Even if I hadn’t been fired, I would’ve chosen him. I couldn’t claim that with accuracy because I had lost my job and that was out of my control. Yet, in this private bubble with him like this, growing closer and connecting again, I accepted the blunt truth that this man was mine.

Aligning with him was just what I was meant to do.

It seemed that he knew it too, acknowledging that I couldn’t take what he said as a testimony to use against him. He saw me as a source of comfort, and I wouldn’t ever betray the gift that it was.

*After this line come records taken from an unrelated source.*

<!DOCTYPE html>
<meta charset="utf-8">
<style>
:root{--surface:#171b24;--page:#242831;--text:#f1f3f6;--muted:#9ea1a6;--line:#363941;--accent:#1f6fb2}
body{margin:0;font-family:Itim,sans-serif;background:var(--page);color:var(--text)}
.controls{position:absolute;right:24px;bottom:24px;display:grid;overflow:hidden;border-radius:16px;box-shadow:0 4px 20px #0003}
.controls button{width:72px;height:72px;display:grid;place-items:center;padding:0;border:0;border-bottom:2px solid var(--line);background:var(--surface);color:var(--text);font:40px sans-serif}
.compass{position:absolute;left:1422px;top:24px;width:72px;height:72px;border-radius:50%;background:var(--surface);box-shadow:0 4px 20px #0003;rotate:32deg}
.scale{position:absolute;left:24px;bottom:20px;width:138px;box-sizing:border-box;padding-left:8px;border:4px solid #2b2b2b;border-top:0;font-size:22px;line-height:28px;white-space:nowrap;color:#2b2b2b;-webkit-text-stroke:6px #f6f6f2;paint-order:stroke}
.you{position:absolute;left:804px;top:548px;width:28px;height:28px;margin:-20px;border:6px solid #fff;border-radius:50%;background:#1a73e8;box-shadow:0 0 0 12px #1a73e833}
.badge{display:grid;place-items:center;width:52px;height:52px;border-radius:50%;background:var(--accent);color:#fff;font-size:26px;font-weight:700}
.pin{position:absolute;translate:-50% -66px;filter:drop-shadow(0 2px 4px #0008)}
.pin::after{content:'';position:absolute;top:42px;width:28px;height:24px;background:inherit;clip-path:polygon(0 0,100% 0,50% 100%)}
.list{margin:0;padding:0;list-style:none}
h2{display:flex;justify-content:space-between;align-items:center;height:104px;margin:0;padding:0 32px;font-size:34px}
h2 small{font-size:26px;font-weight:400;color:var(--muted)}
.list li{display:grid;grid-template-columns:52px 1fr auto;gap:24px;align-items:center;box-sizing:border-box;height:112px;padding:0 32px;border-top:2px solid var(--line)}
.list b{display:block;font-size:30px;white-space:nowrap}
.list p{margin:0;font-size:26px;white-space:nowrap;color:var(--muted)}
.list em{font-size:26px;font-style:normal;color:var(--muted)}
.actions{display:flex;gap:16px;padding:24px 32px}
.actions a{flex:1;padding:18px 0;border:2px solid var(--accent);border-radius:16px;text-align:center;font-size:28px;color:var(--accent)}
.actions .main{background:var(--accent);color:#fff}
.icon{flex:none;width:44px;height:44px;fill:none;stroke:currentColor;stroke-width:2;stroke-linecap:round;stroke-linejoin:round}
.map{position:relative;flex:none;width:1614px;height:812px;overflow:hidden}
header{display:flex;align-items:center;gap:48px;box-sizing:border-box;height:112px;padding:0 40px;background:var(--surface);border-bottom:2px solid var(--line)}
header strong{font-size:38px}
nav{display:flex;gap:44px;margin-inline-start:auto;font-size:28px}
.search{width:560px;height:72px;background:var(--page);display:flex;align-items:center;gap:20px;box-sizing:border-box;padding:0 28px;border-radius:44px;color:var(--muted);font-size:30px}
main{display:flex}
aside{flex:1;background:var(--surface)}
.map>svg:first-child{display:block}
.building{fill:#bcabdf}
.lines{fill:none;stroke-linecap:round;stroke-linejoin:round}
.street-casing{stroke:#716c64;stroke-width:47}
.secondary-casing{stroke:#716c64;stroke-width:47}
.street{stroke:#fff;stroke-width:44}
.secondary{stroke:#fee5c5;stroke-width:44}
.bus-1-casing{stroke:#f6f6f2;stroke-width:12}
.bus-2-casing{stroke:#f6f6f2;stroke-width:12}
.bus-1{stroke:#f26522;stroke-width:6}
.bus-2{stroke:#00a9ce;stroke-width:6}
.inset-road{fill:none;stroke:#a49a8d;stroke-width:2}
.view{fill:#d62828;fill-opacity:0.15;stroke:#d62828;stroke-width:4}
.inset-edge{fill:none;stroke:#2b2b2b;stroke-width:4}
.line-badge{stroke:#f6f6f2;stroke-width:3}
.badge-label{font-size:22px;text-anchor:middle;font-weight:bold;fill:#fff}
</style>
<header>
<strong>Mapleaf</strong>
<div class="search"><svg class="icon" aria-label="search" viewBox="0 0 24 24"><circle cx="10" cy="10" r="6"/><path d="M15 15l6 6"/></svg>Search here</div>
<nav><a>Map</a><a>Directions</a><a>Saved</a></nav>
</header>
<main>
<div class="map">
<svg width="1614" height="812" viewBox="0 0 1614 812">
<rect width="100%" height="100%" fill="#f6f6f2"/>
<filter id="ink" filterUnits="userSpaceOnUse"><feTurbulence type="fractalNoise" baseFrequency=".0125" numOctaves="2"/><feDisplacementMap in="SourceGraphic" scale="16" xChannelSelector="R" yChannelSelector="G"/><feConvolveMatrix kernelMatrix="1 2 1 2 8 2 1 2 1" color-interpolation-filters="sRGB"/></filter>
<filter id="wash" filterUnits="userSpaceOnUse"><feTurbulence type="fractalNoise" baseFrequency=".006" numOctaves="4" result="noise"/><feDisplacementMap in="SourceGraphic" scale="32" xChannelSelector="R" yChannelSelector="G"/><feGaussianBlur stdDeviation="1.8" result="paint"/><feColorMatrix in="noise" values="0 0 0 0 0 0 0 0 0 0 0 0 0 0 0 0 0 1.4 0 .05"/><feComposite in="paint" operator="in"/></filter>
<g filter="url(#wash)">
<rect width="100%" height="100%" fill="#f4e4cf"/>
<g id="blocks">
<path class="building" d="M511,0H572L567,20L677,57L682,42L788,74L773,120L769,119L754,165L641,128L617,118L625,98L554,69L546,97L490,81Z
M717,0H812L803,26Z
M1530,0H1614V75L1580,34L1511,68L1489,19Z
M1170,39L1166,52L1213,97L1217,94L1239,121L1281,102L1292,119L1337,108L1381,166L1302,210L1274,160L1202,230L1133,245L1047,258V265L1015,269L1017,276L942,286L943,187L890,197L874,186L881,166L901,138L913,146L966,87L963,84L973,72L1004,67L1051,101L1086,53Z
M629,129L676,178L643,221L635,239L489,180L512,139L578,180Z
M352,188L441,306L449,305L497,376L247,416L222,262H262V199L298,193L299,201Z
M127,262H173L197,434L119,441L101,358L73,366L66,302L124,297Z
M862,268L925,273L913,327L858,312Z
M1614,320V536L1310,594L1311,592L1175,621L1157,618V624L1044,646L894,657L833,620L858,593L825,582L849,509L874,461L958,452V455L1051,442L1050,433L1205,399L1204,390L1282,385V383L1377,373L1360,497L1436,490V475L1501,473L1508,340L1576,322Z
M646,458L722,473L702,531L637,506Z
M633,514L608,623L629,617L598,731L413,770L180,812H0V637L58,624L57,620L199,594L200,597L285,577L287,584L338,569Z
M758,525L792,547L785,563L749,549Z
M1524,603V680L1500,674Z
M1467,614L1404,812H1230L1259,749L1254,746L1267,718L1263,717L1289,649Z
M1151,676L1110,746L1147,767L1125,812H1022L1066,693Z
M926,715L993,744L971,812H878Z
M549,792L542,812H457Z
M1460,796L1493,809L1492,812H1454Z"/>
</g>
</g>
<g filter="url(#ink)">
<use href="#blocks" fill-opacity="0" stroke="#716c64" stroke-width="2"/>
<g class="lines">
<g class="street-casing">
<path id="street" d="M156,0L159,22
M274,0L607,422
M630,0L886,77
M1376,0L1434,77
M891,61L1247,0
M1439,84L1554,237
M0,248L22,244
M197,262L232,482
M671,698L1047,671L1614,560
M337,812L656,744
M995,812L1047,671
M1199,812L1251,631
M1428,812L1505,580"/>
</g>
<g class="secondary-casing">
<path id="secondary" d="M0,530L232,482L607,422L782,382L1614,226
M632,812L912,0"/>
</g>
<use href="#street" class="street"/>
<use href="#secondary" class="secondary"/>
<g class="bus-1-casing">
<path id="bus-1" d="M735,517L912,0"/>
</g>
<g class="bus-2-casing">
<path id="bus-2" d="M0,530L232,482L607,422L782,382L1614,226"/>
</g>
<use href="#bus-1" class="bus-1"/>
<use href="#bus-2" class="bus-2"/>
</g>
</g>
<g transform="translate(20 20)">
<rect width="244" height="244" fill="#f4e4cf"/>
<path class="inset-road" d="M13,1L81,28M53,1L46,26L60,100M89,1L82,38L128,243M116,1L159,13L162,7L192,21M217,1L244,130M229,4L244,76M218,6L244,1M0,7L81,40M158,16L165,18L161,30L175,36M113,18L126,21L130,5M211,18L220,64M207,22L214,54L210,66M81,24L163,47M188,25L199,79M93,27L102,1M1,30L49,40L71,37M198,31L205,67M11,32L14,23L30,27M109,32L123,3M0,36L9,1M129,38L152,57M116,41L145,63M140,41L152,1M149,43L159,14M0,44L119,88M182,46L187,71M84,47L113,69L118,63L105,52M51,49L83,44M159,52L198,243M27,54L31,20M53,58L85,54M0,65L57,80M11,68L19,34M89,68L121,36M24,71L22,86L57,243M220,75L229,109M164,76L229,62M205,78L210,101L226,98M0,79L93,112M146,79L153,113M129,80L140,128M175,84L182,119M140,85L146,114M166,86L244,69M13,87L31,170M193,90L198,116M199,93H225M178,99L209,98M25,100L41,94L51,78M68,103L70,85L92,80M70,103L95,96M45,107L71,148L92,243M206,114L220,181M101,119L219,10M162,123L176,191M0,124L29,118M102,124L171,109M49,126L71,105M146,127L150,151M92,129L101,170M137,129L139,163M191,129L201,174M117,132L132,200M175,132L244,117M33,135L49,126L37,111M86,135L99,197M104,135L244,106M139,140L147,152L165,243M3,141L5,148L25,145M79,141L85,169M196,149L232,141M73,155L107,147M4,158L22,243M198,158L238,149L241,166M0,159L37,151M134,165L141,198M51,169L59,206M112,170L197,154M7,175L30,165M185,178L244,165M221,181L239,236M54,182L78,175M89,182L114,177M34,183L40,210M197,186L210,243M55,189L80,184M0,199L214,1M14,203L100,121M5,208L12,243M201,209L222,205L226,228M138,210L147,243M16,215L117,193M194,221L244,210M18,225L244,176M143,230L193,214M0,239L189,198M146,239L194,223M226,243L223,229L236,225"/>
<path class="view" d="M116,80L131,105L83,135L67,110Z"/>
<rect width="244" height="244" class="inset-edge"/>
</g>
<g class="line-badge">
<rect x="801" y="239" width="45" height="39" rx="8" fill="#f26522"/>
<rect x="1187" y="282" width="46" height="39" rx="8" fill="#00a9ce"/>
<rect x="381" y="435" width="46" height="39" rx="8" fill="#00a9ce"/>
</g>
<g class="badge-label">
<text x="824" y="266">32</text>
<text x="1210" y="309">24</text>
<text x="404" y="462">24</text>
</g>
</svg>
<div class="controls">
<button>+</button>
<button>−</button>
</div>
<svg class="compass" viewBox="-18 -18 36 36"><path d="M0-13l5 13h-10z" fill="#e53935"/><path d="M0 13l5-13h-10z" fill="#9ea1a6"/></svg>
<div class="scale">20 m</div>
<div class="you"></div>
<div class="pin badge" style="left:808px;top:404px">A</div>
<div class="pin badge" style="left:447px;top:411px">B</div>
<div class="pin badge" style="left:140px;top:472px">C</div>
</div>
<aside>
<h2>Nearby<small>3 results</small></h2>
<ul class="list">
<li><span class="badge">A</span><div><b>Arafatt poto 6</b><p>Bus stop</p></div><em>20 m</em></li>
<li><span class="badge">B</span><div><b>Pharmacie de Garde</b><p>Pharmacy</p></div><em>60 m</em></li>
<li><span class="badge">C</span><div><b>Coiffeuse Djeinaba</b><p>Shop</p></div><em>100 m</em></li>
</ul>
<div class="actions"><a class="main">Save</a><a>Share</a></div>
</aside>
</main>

All night long, I listened and held him. This nurturing side of me felt too natural with him, but this wasn’t my norm. I wasn’t usually a cuddly, sappy woman. But this was Emil. The father of my baby. The strong man who kept me safe. Sympathy wasn’t enough. I wanted to erase his pain. I wished for him to know I cared. Maybe it was the pregnancy and all the hormones making me this nurturing, but when I worried that I was lowering my guard too far, too soon, I dismissed the concern that helping him feel better and comforting him was a show of weakness on my part.

I cared.

But I wasn’t rushing to coo platitudes about loving him.

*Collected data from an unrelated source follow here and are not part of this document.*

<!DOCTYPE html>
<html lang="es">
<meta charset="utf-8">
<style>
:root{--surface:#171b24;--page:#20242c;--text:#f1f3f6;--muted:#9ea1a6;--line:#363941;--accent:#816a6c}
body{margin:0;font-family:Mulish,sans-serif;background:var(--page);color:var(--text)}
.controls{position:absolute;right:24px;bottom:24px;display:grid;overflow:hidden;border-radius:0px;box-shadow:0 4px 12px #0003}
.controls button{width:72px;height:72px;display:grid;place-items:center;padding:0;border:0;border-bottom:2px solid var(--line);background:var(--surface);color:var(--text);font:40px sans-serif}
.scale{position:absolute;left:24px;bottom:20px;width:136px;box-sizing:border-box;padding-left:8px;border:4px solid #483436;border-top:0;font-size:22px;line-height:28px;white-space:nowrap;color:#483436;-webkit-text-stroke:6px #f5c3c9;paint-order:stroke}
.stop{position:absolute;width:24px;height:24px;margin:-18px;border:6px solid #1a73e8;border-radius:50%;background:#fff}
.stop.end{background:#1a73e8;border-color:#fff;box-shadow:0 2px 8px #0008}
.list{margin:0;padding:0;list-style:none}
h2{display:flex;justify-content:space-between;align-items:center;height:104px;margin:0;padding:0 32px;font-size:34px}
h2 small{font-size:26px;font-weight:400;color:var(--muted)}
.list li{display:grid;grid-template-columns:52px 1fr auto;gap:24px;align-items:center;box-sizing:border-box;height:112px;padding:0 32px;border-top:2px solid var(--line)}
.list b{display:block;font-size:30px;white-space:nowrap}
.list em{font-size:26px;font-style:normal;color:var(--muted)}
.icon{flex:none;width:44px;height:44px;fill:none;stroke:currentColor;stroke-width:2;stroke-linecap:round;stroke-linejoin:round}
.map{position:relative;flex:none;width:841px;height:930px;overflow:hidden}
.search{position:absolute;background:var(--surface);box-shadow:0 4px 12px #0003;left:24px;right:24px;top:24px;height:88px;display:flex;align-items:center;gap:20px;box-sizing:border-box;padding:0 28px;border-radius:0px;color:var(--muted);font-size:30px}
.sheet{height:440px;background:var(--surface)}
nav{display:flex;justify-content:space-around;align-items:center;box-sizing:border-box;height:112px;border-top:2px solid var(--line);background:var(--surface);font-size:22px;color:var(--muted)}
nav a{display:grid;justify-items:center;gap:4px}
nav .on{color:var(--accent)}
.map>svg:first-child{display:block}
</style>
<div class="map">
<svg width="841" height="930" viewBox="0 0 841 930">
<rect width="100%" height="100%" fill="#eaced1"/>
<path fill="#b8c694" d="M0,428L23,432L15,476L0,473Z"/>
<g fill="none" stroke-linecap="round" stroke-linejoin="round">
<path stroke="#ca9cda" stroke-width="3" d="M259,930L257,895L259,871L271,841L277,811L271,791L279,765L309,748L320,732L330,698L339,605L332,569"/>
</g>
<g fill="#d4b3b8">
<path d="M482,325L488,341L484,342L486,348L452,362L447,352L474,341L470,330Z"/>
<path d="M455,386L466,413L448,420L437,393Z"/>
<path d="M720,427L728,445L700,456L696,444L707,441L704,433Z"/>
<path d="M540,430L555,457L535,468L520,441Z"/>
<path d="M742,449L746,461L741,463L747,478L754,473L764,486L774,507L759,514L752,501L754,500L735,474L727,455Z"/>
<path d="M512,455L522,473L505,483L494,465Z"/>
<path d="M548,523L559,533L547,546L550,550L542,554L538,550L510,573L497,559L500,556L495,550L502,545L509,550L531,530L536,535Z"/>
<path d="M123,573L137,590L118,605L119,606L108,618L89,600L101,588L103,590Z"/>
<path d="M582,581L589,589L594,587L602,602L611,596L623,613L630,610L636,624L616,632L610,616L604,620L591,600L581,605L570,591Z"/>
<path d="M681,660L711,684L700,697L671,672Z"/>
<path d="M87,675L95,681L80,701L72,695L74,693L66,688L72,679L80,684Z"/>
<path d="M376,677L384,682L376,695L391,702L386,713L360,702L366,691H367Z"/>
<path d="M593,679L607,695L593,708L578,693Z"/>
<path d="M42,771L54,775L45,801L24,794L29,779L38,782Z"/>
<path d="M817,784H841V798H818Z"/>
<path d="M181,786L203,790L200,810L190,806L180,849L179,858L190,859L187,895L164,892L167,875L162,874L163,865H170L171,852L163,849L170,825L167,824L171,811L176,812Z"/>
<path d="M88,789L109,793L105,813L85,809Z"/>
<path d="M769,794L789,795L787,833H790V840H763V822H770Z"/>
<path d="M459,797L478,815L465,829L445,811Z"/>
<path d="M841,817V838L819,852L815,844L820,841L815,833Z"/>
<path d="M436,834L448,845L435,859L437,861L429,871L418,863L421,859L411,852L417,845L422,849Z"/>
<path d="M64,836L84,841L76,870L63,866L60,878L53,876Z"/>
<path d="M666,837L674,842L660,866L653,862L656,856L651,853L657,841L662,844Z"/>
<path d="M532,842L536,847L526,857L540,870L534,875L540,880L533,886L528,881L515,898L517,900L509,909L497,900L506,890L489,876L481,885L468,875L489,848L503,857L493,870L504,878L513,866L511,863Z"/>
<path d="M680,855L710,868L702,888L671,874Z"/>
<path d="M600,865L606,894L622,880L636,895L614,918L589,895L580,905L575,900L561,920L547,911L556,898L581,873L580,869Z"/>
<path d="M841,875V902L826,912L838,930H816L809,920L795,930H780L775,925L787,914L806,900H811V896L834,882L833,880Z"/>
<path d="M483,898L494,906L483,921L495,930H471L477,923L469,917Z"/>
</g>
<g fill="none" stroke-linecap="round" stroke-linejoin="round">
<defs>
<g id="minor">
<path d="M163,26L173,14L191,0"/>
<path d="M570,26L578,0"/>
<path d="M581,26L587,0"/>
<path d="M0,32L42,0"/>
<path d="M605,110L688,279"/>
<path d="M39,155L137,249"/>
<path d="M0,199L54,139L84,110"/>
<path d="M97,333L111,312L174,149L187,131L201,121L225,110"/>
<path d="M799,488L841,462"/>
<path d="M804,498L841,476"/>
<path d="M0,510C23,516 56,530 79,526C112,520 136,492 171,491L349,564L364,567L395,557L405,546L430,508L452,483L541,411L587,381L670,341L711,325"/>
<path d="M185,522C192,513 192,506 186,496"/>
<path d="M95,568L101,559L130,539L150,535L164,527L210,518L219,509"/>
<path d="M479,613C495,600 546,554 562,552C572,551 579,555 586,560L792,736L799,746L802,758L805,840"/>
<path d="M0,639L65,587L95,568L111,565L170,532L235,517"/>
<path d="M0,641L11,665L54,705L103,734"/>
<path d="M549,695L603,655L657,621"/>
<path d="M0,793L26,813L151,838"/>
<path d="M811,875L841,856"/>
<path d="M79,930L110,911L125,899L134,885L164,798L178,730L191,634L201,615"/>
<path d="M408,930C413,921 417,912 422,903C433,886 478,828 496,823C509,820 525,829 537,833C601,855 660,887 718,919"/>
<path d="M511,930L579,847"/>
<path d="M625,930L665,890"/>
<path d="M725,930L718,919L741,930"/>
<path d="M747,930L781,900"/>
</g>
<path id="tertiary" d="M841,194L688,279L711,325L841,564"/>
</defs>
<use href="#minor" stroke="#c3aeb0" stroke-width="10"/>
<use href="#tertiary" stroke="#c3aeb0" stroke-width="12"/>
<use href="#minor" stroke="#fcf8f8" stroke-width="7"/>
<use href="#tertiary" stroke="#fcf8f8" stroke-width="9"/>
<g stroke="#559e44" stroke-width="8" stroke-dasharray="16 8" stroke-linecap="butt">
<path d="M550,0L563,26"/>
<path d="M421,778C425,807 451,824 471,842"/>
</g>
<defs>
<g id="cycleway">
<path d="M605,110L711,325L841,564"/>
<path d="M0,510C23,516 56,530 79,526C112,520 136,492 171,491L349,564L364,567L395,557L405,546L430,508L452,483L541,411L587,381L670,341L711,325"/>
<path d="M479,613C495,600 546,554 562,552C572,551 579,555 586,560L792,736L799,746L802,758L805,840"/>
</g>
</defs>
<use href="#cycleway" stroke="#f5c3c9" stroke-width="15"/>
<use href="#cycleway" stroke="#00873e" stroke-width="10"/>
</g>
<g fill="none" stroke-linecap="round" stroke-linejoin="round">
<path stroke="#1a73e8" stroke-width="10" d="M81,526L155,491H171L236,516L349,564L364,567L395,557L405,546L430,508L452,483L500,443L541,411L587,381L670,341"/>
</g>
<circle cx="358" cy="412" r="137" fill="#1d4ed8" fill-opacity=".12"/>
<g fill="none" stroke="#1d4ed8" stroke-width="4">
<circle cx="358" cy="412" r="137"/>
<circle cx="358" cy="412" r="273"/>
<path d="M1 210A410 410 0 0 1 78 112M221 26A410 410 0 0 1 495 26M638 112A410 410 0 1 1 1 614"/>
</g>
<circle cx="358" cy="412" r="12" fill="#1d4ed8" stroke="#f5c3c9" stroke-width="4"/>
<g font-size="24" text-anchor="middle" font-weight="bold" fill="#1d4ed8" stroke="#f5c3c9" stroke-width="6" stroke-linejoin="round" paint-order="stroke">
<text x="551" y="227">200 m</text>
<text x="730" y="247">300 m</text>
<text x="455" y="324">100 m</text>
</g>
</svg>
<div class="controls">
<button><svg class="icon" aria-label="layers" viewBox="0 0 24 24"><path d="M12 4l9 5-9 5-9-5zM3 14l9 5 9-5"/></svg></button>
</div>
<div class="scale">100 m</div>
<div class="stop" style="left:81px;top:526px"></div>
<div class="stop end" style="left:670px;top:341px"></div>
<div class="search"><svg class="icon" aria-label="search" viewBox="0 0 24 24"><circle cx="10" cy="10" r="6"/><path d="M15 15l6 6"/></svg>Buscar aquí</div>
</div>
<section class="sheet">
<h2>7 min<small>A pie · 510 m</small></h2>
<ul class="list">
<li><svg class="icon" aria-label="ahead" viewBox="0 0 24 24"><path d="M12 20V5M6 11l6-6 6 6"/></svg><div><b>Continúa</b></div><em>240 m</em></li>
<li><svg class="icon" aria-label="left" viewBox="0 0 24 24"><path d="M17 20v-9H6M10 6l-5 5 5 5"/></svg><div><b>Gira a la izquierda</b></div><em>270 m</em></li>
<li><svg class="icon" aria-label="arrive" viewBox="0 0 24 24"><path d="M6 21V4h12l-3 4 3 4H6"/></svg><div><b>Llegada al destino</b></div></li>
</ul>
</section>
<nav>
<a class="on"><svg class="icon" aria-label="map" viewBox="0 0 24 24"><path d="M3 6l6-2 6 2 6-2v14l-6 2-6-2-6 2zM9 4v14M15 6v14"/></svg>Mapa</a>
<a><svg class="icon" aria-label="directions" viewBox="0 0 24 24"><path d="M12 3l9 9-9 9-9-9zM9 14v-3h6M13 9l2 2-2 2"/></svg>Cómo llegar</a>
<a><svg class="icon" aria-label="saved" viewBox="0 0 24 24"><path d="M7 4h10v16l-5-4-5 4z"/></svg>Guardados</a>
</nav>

Sympathy was the right thing for this moment.

Not love.

Because I didn’t want him to suffer, I had yet to get over the ache and hurt that he’d filled me with when he left me before.

“What did I ever do to deserve you in my life?” he asked after a long while of quiet.

Hugging me closer, he kissed my cheek. Then the other. Tender and sweet.

“Well, you killed a bunch of people and got on the wanted list. That’s what set us up to cross paths.”

He chuckled lightly, not offended by my snark and dry humor. “Hmm.” As he skated his hand lower until he could tease my clit with his thumb, already lifting my leg so he could rub his growing erection against my wet entrance, he kissed me soundly, sucking on my tongue. “What did I ever do to deserve you like this?” he clarified.

I gasped at the familiar but always potent zero-to-sixty hit of lust under his masterful touch. “Like what?”

“Like you were made just for me.” He kissed me again, picking up the pace with his fingers and thumb as he pleasured me.

Made for you?

I had a hard time arguing with that.

But for how long?

How long can this last with the dangers we face?

21

EMIL

Waking up to a nightmare should’ve made me feel vulnerable.

It didn’t.

Because this was Sadie, the one woman who saw me as a man, not just a monster who killed, I was comforted and soothed. Supported. She didn’t do anything but hold me and listen, and that was what I’d been missing for so long.

Missing her was an acute pain.

But it was her understanding. Her lack of judgment.

That was what had me watching her sleep in the next morning. Marveling at how she could accept me for the dark soul I was, I sighed and wondered how I could make sure she stayed safe, no matter what.